### Work request
Go through the following data and transcribe exactly the stretch of lines from the one holding "Task: Read this map image" to the one holding "Give me a JSON", both included.

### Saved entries
——————————
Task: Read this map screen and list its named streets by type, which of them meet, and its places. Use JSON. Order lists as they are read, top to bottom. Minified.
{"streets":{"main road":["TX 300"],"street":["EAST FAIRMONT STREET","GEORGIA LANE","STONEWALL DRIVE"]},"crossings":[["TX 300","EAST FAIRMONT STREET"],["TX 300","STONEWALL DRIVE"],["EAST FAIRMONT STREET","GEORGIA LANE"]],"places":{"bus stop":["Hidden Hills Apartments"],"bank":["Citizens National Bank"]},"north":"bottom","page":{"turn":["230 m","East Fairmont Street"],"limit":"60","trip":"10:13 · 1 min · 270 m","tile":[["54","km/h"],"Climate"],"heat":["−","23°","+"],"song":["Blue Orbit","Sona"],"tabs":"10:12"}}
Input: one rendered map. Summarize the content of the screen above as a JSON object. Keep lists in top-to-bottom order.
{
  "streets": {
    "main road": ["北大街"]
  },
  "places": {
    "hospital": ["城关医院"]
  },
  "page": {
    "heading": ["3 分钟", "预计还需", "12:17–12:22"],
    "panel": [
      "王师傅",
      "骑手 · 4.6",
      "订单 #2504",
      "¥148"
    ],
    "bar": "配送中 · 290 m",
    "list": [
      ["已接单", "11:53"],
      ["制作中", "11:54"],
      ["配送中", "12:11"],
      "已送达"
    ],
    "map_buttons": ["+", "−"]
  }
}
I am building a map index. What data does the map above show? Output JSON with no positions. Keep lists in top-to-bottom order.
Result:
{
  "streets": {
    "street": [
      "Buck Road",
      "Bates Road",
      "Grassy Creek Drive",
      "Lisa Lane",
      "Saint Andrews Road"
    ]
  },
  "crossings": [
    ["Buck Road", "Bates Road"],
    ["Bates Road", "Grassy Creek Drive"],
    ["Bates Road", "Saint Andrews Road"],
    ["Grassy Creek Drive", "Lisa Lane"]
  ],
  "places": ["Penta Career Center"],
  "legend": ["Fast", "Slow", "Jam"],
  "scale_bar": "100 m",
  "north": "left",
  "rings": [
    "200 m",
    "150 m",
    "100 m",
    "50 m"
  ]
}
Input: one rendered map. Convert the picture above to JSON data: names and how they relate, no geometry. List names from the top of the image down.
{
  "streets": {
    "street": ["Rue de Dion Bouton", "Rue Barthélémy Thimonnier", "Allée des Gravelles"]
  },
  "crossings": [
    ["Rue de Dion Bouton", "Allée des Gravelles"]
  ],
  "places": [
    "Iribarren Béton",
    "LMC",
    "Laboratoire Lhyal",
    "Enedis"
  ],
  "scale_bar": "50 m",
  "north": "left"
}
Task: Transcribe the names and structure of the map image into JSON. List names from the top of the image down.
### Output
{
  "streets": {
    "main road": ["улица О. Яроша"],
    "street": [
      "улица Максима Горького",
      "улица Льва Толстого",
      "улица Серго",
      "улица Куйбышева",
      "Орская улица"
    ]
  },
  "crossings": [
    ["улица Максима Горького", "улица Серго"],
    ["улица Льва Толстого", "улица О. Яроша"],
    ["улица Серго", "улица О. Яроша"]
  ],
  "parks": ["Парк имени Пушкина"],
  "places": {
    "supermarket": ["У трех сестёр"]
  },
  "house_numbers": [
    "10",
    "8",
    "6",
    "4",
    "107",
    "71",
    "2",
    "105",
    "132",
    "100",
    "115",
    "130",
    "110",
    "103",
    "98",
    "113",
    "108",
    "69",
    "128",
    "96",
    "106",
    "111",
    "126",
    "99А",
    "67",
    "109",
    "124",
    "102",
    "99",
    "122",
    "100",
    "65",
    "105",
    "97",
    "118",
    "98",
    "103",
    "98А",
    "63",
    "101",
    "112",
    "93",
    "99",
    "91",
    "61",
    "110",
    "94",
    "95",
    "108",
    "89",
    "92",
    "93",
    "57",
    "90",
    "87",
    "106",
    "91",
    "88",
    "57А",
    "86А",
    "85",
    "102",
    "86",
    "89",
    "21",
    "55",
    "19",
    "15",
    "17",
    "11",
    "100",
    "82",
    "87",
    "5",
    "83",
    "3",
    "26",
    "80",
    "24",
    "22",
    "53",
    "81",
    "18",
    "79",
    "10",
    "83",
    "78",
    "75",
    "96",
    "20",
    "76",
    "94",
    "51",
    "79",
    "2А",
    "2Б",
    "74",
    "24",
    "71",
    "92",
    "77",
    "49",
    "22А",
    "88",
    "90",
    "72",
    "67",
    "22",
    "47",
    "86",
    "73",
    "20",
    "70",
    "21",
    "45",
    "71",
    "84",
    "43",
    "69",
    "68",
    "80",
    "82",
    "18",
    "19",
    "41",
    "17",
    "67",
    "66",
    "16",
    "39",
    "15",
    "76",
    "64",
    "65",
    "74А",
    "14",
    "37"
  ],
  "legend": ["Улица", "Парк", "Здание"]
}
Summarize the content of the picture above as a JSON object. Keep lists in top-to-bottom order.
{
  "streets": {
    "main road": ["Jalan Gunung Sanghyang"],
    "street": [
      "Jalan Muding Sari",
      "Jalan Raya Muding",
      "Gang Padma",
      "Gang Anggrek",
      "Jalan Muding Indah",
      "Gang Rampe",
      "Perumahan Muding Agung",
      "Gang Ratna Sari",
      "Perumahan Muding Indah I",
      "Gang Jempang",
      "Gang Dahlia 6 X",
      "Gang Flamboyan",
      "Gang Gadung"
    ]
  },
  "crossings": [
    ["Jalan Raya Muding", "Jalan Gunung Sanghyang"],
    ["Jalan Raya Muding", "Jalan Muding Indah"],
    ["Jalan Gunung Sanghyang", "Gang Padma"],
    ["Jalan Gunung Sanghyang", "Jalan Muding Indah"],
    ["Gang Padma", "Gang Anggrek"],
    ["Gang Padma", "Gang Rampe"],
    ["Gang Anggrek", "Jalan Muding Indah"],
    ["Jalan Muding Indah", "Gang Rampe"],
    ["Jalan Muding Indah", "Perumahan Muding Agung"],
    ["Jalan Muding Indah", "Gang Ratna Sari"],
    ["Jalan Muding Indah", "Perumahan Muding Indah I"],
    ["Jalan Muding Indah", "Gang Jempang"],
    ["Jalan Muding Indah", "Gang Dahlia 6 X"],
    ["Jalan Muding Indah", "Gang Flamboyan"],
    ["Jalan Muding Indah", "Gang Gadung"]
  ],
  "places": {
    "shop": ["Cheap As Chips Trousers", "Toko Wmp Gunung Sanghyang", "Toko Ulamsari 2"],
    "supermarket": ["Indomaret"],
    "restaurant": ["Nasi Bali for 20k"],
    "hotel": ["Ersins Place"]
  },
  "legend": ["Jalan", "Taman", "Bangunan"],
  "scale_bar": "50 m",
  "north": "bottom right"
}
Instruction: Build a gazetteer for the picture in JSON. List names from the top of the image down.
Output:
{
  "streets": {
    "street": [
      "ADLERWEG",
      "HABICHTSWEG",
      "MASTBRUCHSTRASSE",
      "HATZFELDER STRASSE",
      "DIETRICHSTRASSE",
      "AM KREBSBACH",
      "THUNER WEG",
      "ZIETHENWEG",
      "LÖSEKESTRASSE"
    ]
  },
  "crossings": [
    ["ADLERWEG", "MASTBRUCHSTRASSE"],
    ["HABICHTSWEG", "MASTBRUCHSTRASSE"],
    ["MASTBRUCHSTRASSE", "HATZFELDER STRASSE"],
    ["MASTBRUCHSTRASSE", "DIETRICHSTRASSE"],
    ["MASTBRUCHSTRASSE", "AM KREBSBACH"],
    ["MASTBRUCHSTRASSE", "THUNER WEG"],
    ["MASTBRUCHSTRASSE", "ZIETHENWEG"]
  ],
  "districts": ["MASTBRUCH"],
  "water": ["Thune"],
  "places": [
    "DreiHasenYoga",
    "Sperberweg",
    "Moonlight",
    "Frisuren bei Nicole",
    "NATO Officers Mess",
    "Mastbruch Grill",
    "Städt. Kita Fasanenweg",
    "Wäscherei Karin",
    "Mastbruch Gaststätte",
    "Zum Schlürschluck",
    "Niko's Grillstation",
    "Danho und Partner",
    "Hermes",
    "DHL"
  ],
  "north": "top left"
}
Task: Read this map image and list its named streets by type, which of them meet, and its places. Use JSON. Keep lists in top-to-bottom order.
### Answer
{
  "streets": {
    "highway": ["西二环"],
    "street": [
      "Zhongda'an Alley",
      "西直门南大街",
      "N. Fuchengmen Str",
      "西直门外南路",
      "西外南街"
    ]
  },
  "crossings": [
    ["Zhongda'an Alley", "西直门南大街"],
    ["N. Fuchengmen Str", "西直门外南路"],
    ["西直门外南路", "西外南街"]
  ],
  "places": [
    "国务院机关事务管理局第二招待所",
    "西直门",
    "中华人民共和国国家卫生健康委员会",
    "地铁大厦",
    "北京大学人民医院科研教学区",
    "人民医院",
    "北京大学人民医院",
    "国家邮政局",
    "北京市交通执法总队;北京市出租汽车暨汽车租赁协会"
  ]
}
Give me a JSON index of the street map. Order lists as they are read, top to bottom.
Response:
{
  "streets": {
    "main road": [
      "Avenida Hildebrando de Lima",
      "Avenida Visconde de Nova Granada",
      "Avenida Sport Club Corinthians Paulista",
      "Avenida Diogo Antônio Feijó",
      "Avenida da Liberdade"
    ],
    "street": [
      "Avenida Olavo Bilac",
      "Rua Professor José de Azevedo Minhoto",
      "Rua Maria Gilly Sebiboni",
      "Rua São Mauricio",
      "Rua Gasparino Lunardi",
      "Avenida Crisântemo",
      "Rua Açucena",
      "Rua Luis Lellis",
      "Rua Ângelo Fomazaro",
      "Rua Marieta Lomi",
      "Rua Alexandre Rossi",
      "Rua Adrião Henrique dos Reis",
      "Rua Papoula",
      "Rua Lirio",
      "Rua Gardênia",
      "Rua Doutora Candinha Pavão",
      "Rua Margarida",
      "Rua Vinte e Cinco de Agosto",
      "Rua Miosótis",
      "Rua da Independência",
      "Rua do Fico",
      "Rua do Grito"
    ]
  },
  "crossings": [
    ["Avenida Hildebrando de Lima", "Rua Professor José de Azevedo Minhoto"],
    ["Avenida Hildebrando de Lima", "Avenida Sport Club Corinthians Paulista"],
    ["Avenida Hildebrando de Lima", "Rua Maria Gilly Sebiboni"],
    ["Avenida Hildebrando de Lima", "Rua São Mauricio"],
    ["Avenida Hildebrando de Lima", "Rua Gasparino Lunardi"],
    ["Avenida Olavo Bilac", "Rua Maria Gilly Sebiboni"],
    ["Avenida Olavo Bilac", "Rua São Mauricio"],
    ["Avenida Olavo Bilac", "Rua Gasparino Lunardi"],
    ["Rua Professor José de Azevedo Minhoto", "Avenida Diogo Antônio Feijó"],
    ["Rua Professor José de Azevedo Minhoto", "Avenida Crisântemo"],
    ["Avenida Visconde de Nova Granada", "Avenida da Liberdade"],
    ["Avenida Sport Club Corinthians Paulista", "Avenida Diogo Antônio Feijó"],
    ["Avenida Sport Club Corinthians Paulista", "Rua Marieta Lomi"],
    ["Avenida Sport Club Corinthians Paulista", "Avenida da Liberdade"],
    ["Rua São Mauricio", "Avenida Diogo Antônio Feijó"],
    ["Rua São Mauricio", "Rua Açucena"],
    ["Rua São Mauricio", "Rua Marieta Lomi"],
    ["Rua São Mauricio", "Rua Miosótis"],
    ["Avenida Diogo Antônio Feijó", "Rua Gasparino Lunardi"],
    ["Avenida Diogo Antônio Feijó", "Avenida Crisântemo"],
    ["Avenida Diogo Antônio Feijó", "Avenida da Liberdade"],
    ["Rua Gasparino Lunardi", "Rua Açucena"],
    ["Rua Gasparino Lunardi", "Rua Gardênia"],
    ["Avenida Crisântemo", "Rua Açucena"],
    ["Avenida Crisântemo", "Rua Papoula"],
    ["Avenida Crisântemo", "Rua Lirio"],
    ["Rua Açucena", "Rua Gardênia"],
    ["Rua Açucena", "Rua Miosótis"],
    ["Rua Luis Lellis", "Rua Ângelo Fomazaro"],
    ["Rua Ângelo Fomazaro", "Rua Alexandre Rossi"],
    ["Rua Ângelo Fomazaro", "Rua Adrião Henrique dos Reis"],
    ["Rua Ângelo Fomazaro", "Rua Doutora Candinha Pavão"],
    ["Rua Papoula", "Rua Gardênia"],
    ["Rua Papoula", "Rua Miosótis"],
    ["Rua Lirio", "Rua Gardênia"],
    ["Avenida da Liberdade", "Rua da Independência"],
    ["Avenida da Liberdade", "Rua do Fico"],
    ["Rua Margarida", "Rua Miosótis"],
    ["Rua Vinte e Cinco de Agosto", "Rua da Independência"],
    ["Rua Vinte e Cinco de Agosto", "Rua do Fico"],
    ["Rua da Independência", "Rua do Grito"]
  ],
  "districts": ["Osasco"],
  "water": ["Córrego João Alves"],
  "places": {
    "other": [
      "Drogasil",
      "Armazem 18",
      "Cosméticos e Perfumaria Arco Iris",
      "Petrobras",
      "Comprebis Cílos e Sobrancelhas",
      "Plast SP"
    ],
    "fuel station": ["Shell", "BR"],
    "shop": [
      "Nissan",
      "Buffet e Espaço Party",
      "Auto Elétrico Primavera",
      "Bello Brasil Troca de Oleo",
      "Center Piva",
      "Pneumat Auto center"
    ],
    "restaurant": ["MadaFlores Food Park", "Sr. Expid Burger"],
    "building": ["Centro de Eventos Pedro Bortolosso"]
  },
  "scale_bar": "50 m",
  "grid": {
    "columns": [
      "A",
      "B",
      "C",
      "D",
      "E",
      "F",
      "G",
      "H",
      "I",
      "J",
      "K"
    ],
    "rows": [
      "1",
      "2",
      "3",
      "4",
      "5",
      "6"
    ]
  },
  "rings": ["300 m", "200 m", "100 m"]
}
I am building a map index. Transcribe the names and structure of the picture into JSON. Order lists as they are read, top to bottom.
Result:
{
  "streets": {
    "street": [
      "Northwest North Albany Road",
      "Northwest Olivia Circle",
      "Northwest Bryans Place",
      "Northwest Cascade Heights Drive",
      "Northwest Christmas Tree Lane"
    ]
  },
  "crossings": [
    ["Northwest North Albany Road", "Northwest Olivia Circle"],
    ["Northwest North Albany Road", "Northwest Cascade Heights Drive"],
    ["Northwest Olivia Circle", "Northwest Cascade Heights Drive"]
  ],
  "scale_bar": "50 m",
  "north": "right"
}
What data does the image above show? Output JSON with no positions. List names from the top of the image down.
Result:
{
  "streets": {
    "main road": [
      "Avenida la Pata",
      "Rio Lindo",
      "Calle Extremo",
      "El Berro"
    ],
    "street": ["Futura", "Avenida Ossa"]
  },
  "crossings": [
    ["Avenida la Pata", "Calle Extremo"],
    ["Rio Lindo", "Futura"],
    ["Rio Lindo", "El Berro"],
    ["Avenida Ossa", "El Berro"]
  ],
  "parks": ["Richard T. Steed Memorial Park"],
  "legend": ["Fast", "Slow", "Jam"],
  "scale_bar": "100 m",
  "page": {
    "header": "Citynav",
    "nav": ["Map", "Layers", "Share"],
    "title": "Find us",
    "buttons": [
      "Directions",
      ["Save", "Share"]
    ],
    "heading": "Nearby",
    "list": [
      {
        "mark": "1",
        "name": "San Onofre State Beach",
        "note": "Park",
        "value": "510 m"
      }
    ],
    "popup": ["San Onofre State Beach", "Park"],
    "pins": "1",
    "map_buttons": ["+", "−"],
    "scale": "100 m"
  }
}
——————————
### Reply
Task: Read this map image and list its named streets by type, which of them meet, and its places. Use JSON. Keep lists in top-to-bottom order.
### Answer
{
  "streets": {
    "highway": ["西二环"],
    "street": [
      "Zhongda'an Alley",
      "西直门南大街",
      "N. Fuchengmen Str",
      "西直门外南路",
      "西外南街"
    ]
  },
  "crossings": [
    ["Zhongda'an Alley", "西直门南大街"],
    ["N. Fuchengmen Str", "西直门外南路"],
    ["西直门外南路", "西外南街"]
  ],
  "places": [
    "国务院机关事务管理局第二招待所",
    "西直门",
    "中华人民共和国国家卫生健康委员会",
    "地铁大厦",
    "北京大学人民医院科研教学区",
    "人民医院",
    "北京大学人民医院",
    "国家邮政局",
    "北京市交通执法总队;北京市出租汽车暨汽车租赁协会"
  ]
}
Give me a JSON index of the street map. Order lists as they are read, top to bottom.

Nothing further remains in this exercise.